The man tied Athena’s stomach in knots, so she’d run into the forest and scampered home. Later that afternoon, she was reading under her favorite tree in the front yard, and her mother and Angus Crawford began arguing. She couldn’t hear what they said, but the fury in his voice after her mother ordered him to leave chilled Athena to the bone.

When her parents went missing later that day, she knew Angus Crawford was responsible. As a twelve-year-old child, she was sure he was guilty. Twenty-three years later, she was just as certain. She twisted the tap and increased the hot water pelting her body.

She’d tried to convince the police of Crawford’s guilt, but the detective in charge of the case had smiled pityingly, mouthed meaningless platitudes, and ignored her suspicions. No one listened to her. She was just a kid.

No one believed the wealthy, powerful man was involved in anything so evil as the malicious disappearance of two people.

Angus Crawford played his role of concerned landlord well. He’d joined the search parties as they scoured the tiny island for clues, and he surprised everyone by offering to take Athena in as his ward. The media had gone crazy over that fascinating twist.

A shudder of revulsion washed over her. Fortunately, Clara Reynolds, her mother’s estranged sister, had shown up before Crawford’s claim was taken seriously, and Athena was whisked away to live with her aunt.

At first, she and Clara lived in Vancouver, but the media started hanging out on the street in front of the house, and the phone never stopped ringing from reporters begging for interviews with poor, abandoned Maggie O’Flynn. They’d packed up their belongings and moved.

Their stay in the prairie city of Regina was only a year because an intrepid reporter tracked them down. Then they lived in the Canadian capital, Ottawa, for six months before someone recognized Athena as Margaret O’Flynn, and once again they were forced to flee. Returning to the west, they settled in the bustling, modern cow town of Calgary, Alberta. Athena changed her name, and they left Angus Crawford and the media hounds behind.

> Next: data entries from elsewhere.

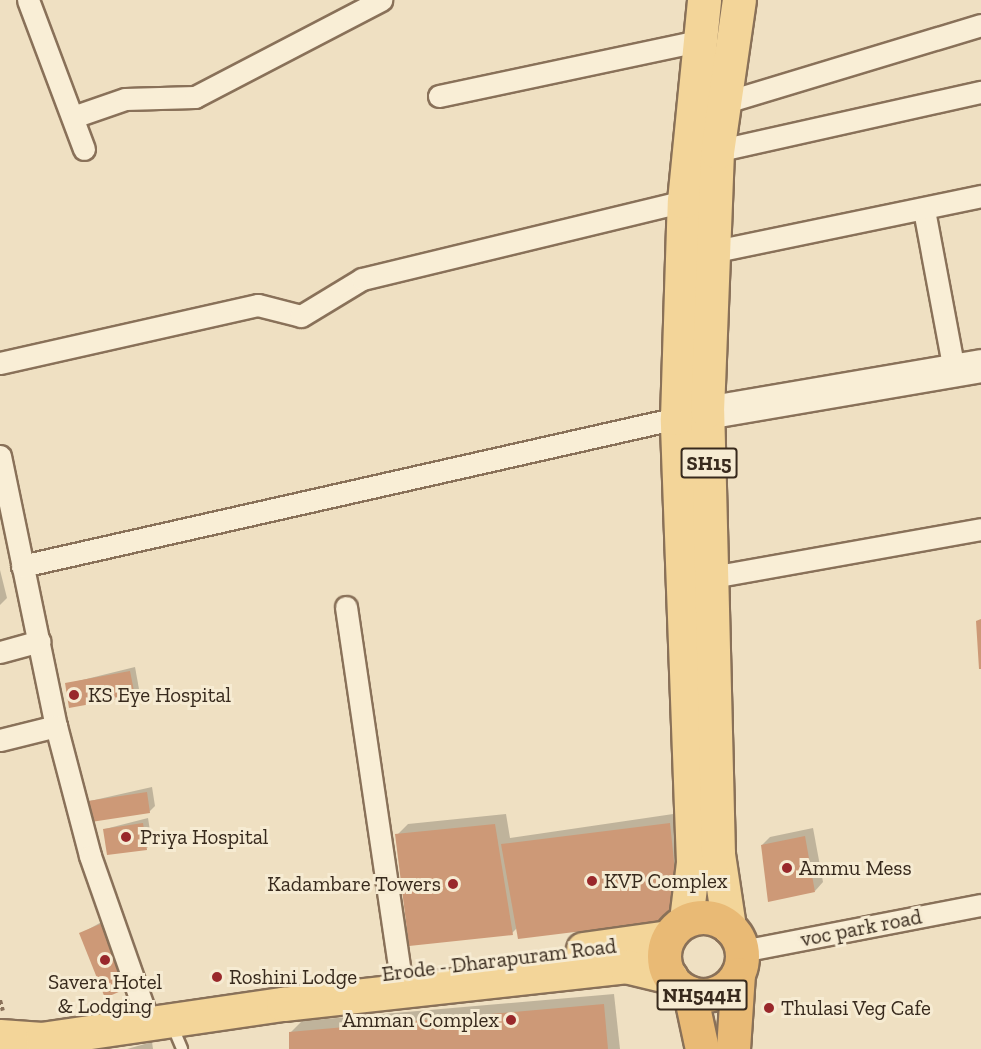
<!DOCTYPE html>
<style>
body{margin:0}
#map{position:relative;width:981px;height:1049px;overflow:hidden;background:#efe0c2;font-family:"Zilla Slab",serif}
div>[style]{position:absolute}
.shadow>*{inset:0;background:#0003}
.building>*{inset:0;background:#cd9977}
.path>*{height:4px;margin-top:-2px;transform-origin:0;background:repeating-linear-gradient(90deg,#897159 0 4.5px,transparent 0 7.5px)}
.roads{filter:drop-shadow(2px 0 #897159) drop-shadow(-2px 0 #897159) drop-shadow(0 2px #897159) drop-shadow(0 -2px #897159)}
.service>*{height:10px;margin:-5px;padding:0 5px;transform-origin:5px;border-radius:5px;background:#f9eed6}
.minor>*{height:21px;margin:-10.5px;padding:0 10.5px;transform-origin:10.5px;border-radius:10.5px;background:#f9eed6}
.secondary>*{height:32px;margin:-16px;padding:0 16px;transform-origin:16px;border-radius:16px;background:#f9eed6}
.primary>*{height:33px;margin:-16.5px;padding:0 16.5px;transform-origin:16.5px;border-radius:16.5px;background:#f3d599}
.trunk>*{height:33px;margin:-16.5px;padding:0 16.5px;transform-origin:16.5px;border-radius:16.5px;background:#e9ba75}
.trunk>.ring{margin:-16.5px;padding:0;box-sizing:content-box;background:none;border:33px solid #e9ba75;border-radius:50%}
.dots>*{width:16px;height:16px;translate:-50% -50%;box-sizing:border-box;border:3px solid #f6ebd2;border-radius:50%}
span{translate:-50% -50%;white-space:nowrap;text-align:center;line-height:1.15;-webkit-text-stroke:6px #f6ebd2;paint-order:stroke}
.shield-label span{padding:2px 4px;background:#f6ebd2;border:2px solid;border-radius:4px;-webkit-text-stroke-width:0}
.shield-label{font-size:20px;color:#382a1d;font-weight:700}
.poi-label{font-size:21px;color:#382a1d}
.left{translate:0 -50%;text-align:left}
.right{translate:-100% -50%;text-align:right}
.street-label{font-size:21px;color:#382a1d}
</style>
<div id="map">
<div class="shadow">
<i style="clip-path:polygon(0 570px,7px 598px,0 605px)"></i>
<i style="clip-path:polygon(135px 667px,139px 689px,134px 695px,66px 684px)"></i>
<i style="clip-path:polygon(152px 787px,155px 806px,149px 812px,90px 801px)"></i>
<i style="clip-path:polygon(680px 813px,691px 907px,517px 928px,512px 933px,397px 835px,408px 824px,506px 814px,510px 838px)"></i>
<i style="clip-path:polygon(148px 818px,152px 843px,147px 848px,105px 829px)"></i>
<i style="clip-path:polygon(813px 828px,823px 882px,815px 891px,762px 845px,770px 837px)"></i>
<i style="clip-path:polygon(114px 915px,138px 978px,80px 934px)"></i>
<i style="clip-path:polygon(614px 994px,620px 1049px,290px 1049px,291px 1032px,302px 1021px)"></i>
<i style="clip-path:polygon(152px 1042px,153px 1049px,127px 1049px)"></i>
</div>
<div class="building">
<i style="clip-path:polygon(981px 619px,981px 669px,979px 669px,976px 621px)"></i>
<i style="clip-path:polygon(130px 671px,135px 696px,69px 708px,65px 683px)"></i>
<i style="clip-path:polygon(147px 792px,150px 813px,91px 822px,88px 801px)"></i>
<i style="clip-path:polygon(143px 823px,147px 850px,107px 855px,103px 829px)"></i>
<i style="clip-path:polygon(670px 823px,680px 919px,518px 939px,501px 844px)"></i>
<i style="clip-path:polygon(495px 824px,513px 935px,409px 946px,395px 834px)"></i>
<i style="clip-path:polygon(805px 836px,815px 892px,768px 902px,761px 845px)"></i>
<i style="clip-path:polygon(105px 922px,130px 987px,105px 998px,79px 933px)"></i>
<i style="clip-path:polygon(604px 1004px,608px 1049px,289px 1049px,289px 1032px)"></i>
</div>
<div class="path">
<i style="left:0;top:1000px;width:11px;rotate:75deg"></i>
</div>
<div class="roads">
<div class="service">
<i style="left:172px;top:1025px;width:26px;rotate:67deg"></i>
</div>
<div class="minor">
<i style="left:28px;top:0;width:159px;rotate:69.4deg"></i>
<i style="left:439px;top:96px;width:265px;rotate:-12deg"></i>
<i style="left:726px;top:102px;width:266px;rotate:-16.8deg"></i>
<i style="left:73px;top:117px;width:55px;rotate:-19.1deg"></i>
<i style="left:125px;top:99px;width:70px;rotate:-1.6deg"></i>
<i style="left:195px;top:97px;width:210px;rotate:-27.5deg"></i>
<i style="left:707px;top:153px;width:281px;rotate:-12.6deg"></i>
<i style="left:924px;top:210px;width:164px;rotate:79.4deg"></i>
<i style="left:711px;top:252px;width:276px;rotate:-11.7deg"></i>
<i style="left:0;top:363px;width:264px;rotate:-12.7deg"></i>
<i style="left:258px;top:305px;width:44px;rotate:14.3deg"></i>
<i style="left:301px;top:316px;width:71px;rotate:-31.2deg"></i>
<i style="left:362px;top:279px;width:331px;rotate:-13.6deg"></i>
<i style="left:0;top:456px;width:276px;rotate:78.3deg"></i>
<i style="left:56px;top:726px;width:134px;rotate:75.3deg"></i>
<i style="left:90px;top:856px;width:178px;rotate:70.6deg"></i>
<i style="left:22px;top:566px;width:672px;rotate:-12.73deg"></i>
<i style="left:712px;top:577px;width:273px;rotate:-10.1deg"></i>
<i style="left:346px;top:607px;width:369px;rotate:81.6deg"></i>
<i style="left:0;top:652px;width:41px;rotate:-15.4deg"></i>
<i style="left:0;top:740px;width:58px;rotate:-14deg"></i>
<i style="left:742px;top:951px;width:243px;rotate:-10.9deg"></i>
</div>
<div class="secondary">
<i style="left:683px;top:417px;width:302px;rotate:-9.7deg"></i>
</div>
<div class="primary">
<i style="left:686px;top:920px;width:58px;rotate:-83.1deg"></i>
<i style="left:693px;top:862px;width:444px;rotate:-92.1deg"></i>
<i style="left:677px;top:418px;width:217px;rotate:-88.2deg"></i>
<i style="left:684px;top:201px;width:202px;rotate:-84.3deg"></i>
<i style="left:729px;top:927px;width:74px;rotate:-98.6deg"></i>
<i style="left:718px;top:854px;width:443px;rotate:-91.4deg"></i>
<i style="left:707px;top:411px;width:259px;rotate:-87.8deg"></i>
<i style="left:717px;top:152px;width:154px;rotate:-81.8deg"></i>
<i style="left:583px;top:949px;width:86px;rotate:-8deg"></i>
<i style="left:0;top:1036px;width:42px;rotate:4.1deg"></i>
<i style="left:42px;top:1039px;width:244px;rotate:-8.3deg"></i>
<i style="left:283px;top:1004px;width:344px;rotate:-6.3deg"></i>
<i style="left:625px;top:966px;width:47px;rotate:13.4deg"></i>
</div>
<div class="trunk">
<i class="ring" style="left:664px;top:917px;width:45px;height:45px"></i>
<i style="left:690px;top:993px;width:57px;rotate:77.9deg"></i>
<i style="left:733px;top:1049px;width:75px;rotate:-86.2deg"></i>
</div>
</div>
<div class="dots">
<i style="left:74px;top:695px;background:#99282b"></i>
<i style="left:126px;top:837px;background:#99282b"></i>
<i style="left:787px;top:868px;background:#99282b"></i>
<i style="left:592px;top:881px;background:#99282b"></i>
<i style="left:453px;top:884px;background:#99282b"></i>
<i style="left:105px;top:960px;background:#99282b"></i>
<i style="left:217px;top:977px;background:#99282b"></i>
<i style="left:769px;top:1008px;background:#99282b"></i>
<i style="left:511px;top:1020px;background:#99282b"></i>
</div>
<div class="shield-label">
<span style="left:709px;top:463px">SH15</span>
<span style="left:702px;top:995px">NH544H</span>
</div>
<div class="poi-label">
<span class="left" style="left:88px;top:695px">KS Eye Hospital</span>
<span class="left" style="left:140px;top:837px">Priya Hospital</span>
<span class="left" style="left:799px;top:868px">Ammu Mess</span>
<span class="left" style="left:604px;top:881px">KVP Complex</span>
<span class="right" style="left:441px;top:884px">Kadambare Towers</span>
<span class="left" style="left:229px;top:977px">Roshini Lodge</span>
<span style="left:105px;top:994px">Savera Hotel<br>&amp; Lodging</span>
<span class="left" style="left:781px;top:1008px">Thulasi Veg Cafe</span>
<span class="right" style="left:499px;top:1020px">Amman Complex</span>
</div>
<div class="street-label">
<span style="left:861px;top:928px;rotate:-11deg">voc park road</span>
<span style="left:499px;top:960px;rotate:-7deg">Erode - Dharapuram Road</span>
</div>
</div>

Athena was on constant alert. She checked over her shoulder for watching eyes and viewed new acquaintances with a heavy dose of suspicion. But as the years passed, and the story slipped from the headlines, she grew complacent. Her tragic past was buried. She was Athena Reynolds. No one was aware of her real identity. At least, she’d thought that was the case, until the letter from the Vancouver lawyer arrived and proved her wrong.

The water had turned lukewarm before she twisted off the tap and stepped out of the shower and toweled dry. She shrugged into her terrycloth robe and scrubbed her short, red hair, leaving the damp strands standing in bright tufts. The craving for a drink was so strong her mouth watered. She closed her eyes and gripped the porcelain sink and hung on, digging deep for strength.

Come on. Just one little drink. What would one drink hurt?

She bit hard on her bottom lip until she tasted blood, blocking out the insidious voice. She’d promised Clara she wouldn’t drink. She’d already broken one promise she made to the dear old woman; she wouldn’t break her word again no matter how strong her thirst.